After discussion with the parents, they chose to proceed with the pregnancy without any intervention. The patient came to spontaneous onset of labour at 36 weeks. The vaginal delivery was successful without any complication. A female infant was delivered, weighing 3260 g and with head circumference measured 38.2 cm (>90th percentile). Physical examination revealed a large head with wide fontanels. No other congenital anomaly was observed and neurological examination was normal.
Immediately after the birth, at first postnatal day, a new MRI of the newborn was performed. The mass was hyperintense in T2-weighted MRI scan, with well-defined borders, cystic formations and direct continuation from the encephalic parenchyma (figure 2).
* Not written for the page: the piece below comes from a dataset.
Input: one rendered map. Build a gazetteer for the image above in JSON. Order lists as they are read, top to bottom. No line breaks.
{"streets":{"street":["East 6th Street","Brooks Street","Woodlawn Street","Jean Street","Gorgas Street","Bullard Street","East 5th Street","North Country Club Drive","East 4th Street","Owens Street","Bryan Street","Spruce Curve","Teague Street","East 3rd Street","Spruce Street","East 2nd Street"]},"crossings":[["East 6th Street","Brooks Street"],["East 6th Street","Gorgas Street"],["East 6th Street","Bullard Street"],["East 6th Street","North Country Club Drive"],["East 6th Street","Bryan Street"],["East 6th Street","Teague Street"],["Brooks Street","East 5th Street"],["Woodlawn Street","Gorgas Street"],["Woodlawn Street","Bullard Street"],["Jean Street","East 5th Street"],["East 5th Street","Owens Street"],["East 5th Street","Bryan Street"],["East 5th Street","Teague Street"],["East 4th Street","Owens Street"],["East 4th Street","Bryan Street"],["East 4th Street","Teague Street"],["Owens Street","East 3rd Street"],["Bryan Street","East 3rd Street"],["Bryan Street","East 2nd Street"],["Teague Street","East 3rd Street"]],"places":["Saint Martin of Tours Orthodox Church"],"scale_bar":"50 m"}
In addition, the mass showed contrast enhancement in T1-weighted MRI. At that time, a right temporal craniectomy and total excision of the tumour was considered necessary due to mild ventricular dilatation. The histopathological result from the intraoperative tissue of the mass confirmed the diagnosis of fetal mature teratoma. The infant is under a 5-year follow-up without any indication of recurrence or significant neurological deficits.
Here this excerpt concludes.